- Shāwō Xiāng
- Shawo Township Location in Hebei Shawo Township Location in China
- Coordinates: 38°59′53.4″N 114°03′00.9″E﻿ / ﻿38.998167°N 114.050250°E
- Country: People's Republic of China
- Province: Hebei
- Prefecture-level city: Baoding
- County: Fuping County

Area
- • Total: 242.8 km^{2} (93.7 sq mi)

Population (2010)
- • Total: 10,323
- • Density: 42.52/km^{2} (110.1/sq mi)
- Time zone: UTC+8 (China Standard)
- Area code: 312

= Shawo Township, Hebei =

Shawo Township (砂窝乡 (Shāwō Xiāng)) is a rural township located in Fuping County, which is part of the prefecture-level city of Baoding in Hebei Province, China.
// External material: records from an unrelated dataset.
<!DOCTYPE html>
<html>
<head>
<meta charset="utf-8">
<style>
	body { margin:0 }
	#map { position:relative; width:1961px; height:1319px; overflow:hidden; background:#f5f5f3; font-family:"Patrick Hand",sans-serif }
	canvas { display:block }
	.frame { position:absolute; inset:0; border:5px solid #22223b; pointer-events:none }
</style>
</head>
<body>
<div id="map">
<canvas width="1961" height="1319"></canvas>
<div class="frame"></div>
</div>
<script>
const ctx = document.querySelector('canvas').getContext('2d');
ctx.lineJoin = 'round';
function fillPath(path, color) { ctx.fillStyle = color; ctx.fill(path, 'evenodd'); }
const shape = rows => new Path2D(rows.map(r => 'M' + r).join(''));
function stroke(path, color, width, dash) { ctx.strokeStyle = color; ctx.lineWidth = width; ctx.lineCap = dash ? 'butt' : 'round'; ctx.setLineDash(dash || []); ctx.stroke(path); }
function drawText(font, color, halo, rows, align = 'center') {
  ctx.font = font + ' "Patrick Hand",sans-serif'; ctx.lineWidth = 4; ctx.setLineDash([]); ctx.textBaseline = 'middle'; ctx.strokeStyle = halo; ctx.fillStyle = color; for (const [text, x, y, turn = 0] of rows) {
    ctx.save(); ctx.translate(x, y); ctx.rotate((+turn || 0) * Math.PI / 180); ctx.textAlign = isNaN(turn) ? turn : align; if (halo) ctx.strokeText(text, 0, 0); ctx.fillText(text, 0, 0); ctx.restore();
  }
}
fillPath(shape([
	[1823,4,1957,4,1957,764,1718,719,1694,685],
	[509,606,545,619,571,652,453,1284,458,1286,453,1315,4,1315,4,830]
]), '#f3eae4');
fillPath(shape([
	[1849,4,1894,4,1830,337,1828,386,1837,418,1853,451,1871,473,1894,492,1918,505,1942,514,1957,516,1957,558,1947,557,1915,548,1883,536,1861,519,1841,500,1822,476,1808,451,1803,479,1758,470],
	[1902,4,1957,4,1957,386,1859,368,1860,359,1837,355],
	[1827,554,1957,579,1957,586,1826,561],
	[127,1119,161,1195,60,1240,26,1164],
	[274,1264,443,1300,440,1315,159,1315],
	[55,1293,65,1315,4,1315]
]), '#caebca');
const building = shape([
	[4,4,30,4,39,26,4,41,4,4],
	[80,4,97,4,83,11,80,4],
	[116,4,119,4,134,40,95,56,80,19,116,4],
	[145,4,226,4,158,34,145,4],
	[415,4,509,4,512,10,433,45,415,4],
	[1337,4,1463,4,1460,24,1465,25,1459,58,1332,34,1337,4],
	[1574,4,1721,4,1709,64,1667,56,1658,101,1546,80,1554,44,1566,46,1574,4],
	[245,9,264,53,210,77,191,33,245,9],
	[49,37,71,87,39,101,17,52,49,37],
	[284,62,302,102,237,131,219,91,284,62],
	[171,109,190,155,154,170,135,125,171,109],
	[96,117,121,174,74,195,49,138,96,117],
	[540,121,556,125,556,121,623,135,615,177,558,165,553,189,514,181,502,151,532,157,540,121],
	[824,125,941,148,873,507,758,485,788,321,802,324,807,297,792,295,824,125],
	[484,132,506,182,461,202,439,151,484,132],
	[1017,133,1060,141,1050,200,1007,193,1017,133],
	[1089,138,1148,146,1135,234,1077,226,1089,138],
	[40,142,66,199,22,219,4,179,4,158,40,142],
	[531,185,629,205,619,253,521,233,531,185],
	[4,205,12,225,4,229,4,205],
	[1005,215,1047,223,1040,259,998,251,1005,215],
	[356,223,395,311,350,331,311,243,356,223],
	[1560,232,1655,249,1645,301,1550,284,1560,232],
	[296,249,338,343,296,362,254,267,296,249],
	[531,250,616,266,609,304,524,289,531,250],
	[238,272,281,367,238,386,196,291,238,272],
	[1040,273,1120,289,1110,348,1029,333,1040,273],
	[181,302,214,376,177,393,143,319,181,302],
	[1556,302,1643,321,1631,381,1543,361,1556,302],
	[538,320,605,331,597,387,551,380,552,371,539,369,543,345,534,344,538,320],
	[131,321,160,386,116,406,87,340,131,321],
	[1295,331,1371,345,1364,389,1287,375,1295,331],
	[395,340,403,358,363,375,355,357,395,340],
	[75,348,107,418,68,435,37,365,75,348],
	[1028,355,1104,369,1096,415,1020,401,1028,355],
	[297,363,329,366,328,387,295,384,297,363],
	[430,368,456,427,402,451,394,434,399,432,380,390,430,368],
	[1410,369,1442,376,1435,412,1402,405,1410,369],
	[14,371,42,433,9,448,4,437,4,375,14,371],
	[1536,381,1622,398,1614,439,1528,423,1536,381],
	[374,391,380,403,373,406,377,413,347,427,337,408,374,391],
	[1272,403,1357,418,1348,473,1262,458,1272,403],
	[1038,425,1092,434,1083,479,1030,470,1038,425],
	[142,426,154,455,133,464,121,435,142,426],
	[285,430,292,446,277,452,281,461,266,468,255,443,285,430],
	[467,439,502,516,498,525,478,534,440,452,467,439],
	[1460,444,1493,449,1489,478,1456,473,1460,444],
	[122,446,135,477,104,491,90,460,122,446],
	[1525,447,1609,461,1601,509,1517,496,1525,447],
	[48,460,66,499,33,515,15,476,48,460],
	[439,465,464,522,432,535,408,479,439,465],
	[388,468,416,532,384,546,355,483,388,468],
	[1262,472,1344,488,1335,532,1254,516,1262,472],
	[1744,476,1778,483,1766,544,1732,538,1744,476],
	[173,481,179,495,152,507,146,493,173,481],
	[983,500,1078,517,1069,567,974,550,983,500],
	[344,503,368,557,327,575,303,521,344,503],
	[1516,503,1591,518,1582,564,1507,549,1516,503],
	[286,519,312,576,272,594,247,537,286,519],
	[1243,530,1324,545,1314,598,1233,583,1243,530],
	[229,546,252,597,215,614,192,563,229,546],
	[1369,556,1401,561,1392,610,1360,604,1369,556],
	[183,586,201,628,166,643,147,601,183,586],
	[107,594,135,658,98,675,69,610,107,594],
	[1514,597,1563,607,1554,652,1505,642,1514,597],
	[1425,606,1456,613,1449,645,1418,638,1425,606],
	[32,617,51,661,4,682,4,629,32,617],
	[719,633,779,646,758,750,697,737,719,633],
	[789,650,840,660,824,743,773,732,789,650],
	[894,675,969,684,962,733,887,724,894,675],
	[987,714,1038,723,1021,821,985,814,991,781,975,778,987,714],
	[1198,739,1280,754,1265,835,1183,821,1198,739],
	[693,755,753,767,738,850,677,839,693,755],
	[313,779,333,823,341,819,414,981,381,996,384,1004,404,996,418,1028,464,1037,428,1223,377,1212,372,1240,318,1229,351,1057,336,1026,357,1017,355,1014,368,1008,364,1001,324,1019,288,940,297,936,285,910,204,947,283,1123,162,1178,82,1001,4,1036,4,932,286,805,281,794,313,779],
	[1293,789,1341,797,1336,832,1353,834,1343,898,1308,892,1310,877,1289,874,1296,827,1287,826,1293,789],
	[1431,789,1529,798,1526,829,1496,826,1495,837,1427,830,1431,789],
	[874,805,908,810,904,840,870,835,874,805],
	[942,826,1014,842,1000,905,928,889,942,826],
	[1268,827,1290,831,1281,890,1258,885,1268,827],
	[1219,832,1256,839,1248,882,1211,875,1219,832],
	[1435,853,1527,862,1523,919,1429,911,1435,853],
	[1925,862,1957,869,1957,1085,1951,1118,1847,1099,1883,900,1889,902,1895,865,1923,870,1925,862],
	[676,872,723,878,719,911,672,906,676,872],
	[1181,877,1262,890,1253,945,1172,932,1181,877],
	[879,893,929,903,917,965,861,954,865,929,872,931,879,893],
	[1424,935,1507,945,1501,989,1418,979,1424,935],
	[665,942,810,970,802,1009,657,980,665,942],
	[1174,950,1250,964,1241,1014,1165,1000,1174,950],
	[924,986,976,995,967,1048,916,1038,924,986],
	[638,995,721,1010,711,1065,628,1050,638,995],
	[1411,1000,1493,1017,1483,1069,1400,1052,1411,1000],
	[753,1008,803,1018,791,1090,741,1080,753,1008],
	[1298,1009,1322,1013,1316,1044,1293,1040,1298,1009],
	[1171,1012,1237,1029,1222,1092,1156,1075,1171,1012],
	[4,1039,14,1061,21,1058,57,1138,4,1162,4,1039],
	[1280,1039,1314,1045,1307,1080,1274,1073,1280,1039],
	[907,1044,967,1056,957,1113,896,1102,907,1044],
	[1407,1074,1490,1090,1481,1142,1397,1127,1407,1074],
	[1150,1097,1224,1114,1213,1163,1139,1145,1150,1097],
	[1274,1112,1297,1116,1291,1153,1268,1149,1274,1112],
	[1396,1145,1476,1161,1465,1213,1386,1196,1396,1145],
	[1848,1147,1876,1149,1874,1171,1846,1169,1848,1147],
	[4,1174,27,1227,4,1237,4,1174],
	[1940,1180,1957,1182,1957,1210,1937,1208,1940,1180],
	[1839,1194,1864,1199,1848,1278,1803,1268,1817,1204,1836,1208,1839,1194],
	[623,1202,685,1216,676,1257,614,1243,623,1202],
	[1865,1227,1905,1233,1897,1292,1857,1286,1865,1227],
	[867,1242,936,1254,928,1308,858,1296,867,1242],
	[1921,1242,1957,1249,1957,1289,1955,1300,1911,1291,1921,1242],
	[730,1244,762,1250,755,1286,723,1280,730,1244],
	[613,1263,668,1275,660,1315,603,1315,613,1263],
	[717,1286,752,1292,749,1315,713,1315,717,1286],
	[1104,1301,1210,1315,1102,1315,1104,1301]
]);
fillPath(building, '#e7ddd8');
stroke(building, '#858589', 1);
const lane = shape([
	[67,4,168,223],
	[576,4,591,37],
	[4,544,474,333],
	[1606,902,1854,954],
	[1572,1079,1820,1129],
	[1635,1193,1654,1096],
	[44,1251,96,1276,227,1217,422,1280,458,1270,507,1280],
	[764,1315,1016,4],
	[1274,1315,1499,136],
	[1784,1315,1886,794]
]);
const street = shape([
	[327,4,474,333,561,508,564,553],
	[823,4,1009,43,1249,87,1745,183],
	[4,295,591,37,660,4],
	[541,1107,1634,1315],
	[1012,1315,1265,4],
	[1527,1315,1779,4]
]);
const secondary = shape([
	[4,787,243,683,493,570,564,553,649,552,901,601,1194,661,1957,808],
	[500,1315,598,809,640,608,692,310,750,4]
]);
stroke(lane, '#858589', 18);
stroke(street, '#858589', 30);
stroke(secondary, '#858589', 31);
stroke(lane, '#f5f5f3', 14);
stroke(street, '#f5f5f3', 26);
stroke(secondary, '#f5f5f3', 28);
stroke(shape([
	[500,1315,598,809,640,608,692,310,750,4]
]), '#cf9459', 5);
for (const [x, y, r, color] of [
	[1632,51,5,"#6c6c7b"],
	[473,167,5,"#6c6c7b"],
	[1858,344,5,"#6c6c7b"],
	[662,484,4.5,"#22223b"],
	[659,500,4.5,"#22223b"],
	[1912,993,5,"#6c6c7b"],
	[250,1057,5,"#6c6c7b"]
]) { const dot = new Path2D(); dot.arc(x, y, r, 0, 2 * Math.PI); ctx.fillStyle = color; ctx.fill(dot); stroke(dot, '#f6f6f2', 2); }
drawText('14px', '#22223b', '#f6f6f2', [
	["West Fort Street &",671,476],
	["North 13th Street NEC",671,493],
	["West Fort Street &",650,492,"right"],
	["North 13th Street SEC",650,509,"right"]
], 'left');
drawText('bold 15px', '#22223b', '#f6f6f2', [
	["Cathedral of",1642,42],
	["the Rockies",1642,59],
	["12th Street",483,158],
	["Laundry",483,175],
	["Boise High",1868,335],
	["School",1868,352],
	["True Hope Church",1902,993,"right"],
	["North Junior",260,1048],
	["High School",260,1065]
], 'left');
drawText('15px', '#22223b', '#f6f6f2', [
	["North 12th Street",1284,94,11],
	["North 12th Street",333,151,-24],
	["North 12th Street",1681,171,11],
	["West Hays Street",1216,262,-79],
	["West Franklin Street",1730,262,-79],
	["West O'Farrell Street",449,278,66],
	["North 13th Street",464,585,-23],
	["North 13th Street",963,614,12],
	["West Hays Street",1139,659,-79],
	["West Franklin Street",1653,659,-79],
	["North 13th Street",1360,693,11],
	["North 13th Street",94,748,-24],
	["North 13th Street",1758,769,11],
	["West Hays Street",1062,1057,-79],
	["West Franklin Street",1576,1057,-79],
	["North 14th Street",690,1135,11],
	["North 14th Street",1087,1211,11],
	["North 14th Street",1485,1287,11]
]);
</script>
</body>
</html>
As of the 2010 census, the township had a population of 10,323 residents over an area of 242.8 square kilometers, with a population density of approximately 42.52 people per square kilometer.

According to the 2010 census data, the population included 5,263 males (49%) and 5,060 females (51%). The age distribution was as follows: 2,098 individuals (20.3%) were aged 0–14, 6,983 (67.6%) were aged 15–64, and 1,242 (12%) were aged 65 and above.